**Recorded information:**
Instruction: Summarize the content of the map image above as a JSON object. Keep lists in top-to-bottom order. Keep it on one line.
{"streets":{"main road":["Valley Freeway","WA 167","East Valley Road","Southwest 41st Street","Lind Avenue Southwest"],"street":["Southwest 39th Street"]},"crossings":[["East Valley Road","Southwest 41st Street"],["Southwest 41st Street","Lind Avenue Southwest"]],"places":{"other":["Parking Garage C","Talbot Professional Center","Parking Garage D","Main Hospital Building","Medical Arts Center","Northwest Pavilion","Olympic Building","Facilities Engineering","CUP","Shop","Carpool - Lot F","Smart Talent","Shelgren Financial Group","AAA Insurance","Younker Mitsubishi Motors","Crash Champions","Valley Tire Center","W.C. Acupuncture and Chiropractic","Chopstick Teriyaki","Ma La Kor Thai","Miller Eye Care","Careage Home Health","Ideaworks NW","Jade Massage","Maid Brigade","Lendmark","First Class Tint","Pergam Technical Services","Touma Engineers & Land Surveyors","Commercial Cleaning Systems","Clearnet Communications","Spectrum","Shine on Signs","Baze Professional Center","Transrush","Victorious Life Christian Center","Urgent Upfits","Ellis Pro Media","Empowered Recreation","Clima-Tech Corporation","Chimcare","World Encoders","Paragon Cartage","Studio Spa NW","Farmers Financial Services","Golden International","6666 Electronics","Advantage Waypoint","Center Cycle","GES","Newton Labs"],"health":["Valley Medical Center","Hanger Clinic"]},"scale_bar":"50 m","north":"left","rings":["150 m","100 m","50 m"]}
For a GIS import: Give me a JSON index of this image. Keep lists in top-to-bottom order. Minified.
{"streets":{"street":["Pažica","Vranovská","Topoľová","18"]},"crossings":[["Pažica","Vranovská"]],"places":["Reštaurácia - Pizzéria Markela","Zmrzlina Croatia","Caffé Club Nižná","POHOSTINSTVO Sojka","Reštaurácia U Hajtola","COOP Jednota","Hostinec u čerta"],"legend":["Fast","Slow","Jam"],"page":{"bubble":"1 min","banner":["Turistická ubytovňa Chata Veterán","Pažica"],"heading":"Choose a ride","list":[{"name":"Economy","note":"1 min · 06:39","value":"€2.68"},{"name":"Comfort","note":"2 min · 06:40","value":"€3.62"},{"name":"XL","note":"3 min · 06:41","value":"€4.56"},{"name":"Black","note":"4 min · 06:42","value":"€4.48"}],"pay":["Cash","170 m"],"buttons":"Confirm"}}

**Your task:** Could you write out, unchanged, the line with "For a GIS import: Give" and every line after it in the data above?

**Task answer:**
For a GIS import: Give me a JSON index of this image. Keep lists in top-to-bottom order. Minified.
{"streets":{"street":["Pažica","Vranovská","Topoľová","18"]},"crossings":[["Pažica","Vranovská"]],"places":["Reštaurácia - Pizzéria Markela","Zmrzlina Croatia","Caffé Club Nižná","POHOSTINSTVO Sojka","Reštaurácia U Hajtola","COOP Jednota","Hostinec u čerta"],"legend":["Fast","Slow","Jam"],"page":{"bubble":"1 min","banner":["Turistická ubytovňa Chata Veterán","Pažica"],"heading":"Choose a ride","list":[{"name":"Economy","note":"1 min · 06:39","value":"€2.68"},{"name":"Comfort","note":"2 min · 06:40","value":"€3.62"},{"name":"XL","note":"3 min · 06:41","value":"€4.56"},{"name":"Black","note":"4 min · 06:42","value":"€4.48"}],"pay":["Cash","170 m"],"buttons":"Confirm"}}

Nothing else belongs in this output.